Beni sandalyeye oturtmuş ve başıma toplanmışlardı. Yoongi oturduğu yerde dizini sallıyor, Hoseok bağlı kolları ile başımda dikiliyor, Seokjin de bir şeyler söyleyip duruyordu. Jaebum yatağında bir şeyler izliyor gibiydi fakat kulaklığını öylesine taktığına emindim.
"En azından adam şikayetçi olmadı."
"Götü yememiştir, bir etsin de bak reşit olmayan biriyle birlikte olduğunu yaymıyorum mu her yere." Yoongi derin bir nefes alıp yüzünü sıvazladı.

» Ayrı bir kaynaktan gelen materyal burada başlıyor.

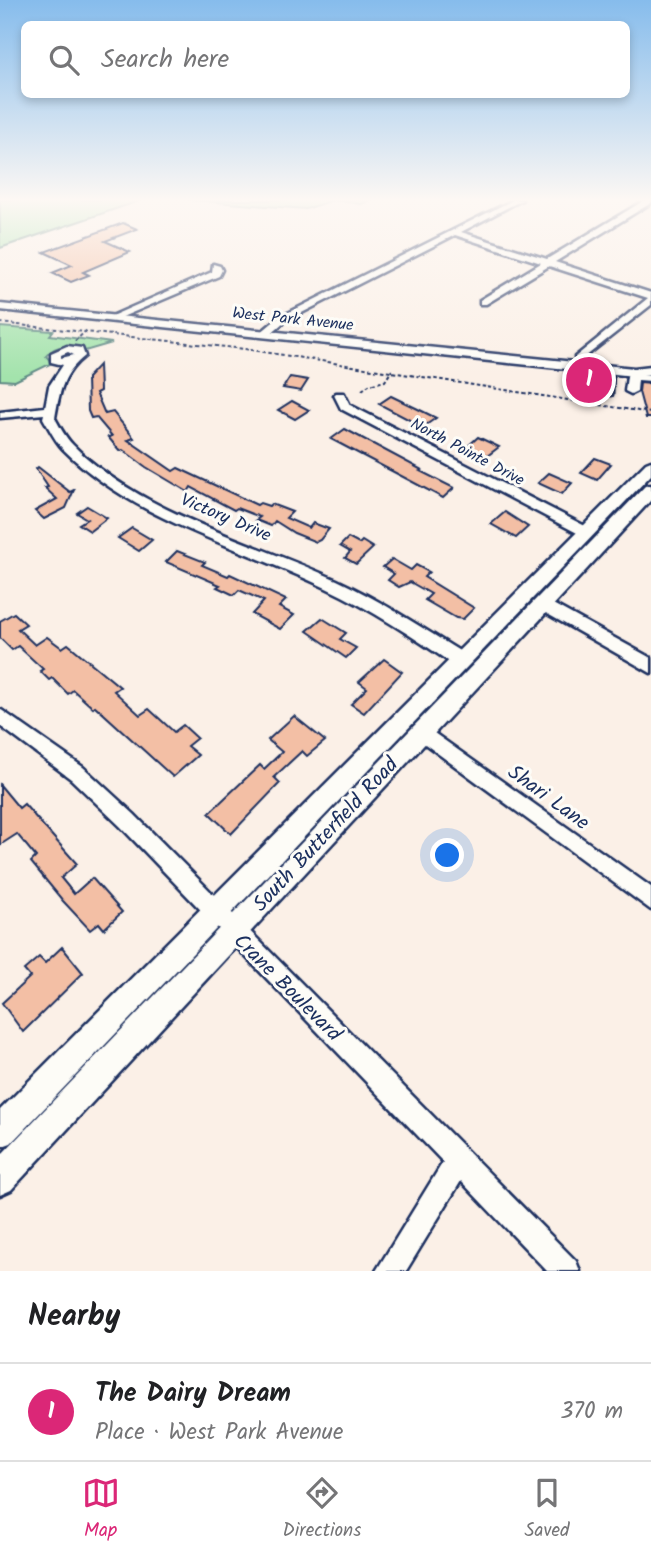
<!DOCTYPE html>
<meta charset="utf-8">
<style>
:root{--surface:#fff;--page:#f6f6f6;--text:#202124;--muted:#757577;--line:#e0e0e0;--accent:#db2777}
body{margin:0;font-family:Kalam,sans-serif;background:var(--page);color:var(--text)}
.you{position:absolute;left:448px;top:856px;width:24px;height:24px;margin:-18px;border:5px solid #fff;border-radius:50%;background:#1a73e8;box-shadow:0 0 0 10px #1a73e833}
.badge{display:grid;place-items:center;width:46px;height:46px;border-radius:50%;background:var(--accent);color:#fff;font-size:23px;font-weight:700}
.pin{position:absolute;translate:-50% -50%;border:4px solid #fff;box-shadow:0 2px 7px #0006}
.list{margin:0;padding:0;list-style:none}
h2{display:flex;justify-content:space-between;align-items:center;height:91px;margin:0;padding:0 28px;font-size:30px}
h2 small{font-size:23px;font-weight:400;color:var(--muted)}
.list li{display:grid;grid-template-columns:46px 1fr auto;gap:21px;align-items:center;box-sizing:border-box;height:98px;padding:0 28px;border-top:2px solid var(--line)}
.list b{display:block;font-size:26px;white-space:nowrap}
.list p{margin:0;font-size:23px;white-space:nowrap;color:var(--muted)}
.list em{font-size:23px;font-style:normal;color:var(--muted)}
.icon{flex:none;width:38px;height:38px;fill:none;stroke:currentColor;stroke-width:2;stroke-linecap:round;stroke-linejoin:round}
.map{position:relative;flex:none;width:651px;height:1271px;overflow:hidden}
.search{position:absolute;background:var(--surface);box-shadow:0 4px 10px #0003;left:21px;right:21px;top:21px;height:77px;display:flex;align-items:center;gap:18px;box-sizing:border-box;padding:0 24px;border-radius:10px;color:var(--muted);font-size:26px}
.sheet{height:189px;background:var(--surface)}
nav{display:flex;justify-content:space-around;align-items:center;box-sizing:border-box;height:98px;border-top:2px solid var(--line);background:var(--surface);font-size:19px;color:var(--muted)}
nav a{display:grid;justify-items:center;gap:4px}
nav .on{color:var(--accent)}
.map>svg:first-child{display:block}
.green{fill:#a3e3ac;stroke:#5f8985;stroke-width:2}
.building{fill:#f3bfa5;stroke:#1b2f5e;stroke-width:2}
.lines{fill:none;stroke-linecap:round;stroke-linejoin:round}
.minor-casing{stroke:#1b2f5e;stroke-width:5}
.major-casing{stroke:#1b2f5e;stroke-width:5}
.path{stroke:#1b2f5e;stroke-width:2;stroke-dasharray:3.5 2.5;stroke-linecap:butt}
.minor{fill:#fdfcf7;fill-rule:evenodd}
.major{fill:#fdfcf7;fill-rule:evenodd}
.labels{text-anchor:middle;stroke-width:6;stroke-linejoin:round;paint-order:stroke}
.far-street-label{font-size:16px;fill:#1b2f5e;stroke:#fdfcf7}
.street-label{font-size:18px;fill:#1b2f5e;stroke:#fdfcf7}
.near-street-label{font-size:21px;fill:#1b2f5e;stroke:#fdfcf7}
</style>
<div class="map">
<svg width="651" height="1271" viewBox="0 0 651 1271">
<rect width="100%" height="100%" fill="#fbf0e7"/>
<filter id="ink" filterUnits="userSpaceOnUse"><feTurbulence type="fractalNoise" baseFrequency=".0143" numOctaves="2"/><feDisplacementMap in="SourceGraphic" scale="14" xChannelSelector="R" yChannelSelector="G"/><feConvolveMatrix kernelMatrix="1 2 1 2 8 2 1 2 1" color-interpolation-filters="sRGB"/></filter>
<g filter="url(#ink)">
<g class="green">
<path d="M0 200H142L0 248Z"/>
<path d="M189 200H371L361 204 333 200 306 209Z"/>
<path d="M0 327 53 331 50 335 112 343 85 351C73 343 55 344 46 356L52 363 15 381 0 380Z"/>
</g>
<g class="building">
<path d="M123 223 137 229 105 241 130 252 83 272 89 275 71 282 52 273 72 265 44 252Z"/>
<path d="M99 365 100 391 96 393 105 414 113 412 134 438 128 440 173 471 178 468 257 505 260 503 269 506 271 504 292 512 286 518 309 528 313 523 329 529 320 540 316 542 294 533 275 521 271 526 256 520 260 517 237 508 234 510 191 487 188 492 146 467 123 450 120 451 108 437 112 436 96 417 91 418 88 411 87 378Z"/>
<path d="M290 377 308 380 301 391 283 388Z"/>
<path d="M640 383 651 384V418H646L639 392Z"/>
<path d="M391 396 418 409 436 418 423 427 379 404Z"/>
<path d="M292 401 309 410 295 419 278 410Z"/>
<path d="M345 429 422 470 420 471 454 488 443 498 331 439Z"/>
<path d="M478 437 499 447 487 456 466 448Z"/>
<path d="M595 458 611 464 597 480 581 473Z"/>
<path d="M38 467 70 492 74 490 66 508 44 519 35 511 57 499 45 488 48 487 36 469Z"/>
<path d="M549 473 572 483 562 494 538 483Z"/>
<path d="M87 506 107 518 90 531 79 524 87 519 77 513Z"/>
<path d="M505 512 528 527 516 538 491 524Z"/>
<path d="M132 528 152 540 139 551 118 538Z"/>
<path d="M348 538 359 544 362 541 373 548 356 564 345 558 350 552 340 546Z"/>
<path d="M177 551 205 562 202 565 228 576 230 574 286 600 279 607 294 615 280 629 252 614 264 601 239 590 234 595 217 587 220 585 166 562Z"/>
<path d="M392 559 411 570 416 565 427 571 429 572 424 577 474 608 463 619 456 618 425 600 431 594 410 582 399 587 388 580 394 574 383 567Z"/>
<path d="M14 613 26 624 18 629 35 645 47 637 62 648 68 644 120 687 114 691 140 715 149 709 174 732 183 725 197 738 187 746 198 755 173 777 95 706 93 708 73 690 68 694 52 678 49 680 40 671 43 669 18 646 12 650 0 638V621Z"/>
<path d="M322 618 346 633 340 639 356 648 346 658 307 631Z"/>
<path d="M384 659 402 672 364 713 351 704 367 688 359 682Z"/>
<path d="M294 716 325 741 307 756 302 751 274 777 280 783 231 834 209 813 260 765 264 769 282 752 268 740Z"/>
<path d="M0 785 19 808 24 804 77 864 61 878 74 894 92 878 122 912 104 929 99 923 90 930 63 901 31 862 36 857 17 834 0 845Z"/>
<path d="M62 947 83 973 23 1032 2 1003 30 977 24 970 39 957 45 963Z"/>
</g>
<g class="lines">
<defs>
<g id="minor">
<path d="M513 200H522L461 232 547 259 645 200H651V203L555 262 651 293V305L585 357 588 371 581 384 603 389 604 369 613 367 612 395 570 388 568 386 578 371 575 357 648 298 549 266 486 304H480V300L541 263 455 235 284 322 269 335 260 333 278 318Z"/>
<path d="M213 264 220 266 222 270 219 276 115 320 107 318 212 272Z"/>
<path d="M67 346 82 348 85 356C63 373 60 390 55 418 60 427 65 437 73 445 140 513 251 541 337 580 382 601 424 629 466 655L468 660 466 665H454C413 637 371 609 326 588 239 546 133 520 63 449 55 441 49 428 43 418L44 414 0 418V412L45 407 49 386 63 365 51 362V353ZM68 352 74 355 61 358V355Z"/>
<path d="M634 369 639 374 651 375V381L638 380 637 391 631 394 625 391 627 376 630 370Z"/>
<path d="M336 393H344L350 405 591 529 593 532 586 537 581 535 341 409 334 395Z"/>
<path d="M542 598 651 658V673L537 608 534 604Z"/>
<path d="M0 709 83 767 134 814 576 1261 580 1271H547L461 1181 406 1271H376L443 1162 120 826 71 779 0 726Z"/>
<path d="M420 723 651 887V910L414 736 411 731 414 726Z"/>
</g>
<g id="major">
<path d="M0 304 634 368 651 366V374L634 376 0 310Z"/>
<path d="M651 461V475L11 1143 0 1147V1110L646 463Z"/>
<path d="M651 485V500L11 1190 0 1195V1156L645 486Z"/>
</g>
</defs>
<use href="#minor" class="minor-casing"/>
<use href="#major" class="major-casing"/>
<g class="path">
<path d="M0 323 245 349 651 413"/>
<path d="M75 341 88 329"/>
<path d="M362 390 369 385 385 381 392 370"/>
</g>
<use href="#minor" class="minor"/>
<use href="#major" class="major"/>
</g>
</g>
<linearGradient id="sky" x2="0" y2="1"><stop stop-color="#86bcec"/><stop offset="0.53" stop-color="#fdf8f4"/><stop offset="1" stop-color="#fdf8f4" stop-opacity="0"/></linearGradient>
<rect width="651" height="377" fill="url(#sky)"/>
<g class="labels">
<g class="far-street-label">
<text transform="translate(293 318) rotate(6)" y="6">West Park Avenue</text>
<text transform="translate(468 451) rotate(28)" y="6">North Pointe Drive</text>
</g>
<g class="street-label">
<text transform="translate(226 517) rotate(23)" y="6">Victory Drive</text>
</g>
<g class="near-street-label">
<text transform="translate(549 797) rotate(36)" y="7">Shari Lane</text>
<text transform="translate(325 834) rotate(-47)" y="7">South Butterfield Road</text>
<text transform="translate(288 987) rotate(45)" y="7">Crane Boulevard</text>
</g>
</g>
</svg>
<div class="you"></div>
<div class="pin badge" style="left:589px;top:380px">1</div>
<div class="search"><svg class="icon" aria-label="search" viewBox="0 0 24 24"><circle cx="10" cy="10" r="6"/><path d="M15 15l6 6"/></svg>Search here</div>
</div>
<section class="sheet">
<h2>Nearby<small></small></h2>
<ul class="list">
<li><span class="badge">1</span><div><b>The Dairy Dream</b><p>Place · West Park Avenue</p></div><em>370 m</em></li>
</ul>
</section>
<nav>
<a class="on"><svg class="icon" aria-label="map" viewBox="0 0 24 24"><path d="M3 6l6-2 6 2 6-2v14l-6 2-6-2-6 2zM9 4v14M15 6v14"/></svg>Map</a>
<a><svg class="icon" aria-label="directions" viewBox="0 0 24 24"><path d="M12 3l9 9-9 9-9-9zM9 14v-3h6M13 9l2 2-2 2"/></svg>Directions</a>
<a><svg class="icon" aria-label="saved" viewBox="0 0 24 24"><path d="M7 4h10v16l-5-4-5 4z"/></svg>Saved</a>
</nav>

"Jungkook'un aklı yok mu? Düşünmüyor mu bunları, sen niye karışıyorsun? Artık para mı alıyor, ne çıkarı var bilemem. Sana ne?" Haklıydı ve bu canımı yakıyordu. Kim bilir dün akşam da yanına gittiğinde neler olmuştu. Bir şey demedim, tırnaklarımla avcumu yırtmaya devam ettim.
"On numara işti, en çok buna bozuluyorum." Seokjin konuştuğunda ona döndüm. İyi bir para alacaktık oradan, çıkamamamız kötü olmuştu. Fakat o durumda başka bir şey yapamazdım.
"Bunun için üzgünüm." Yoongi ayağa kalkıp sigara paketini aldı ve kapıya ilerledi.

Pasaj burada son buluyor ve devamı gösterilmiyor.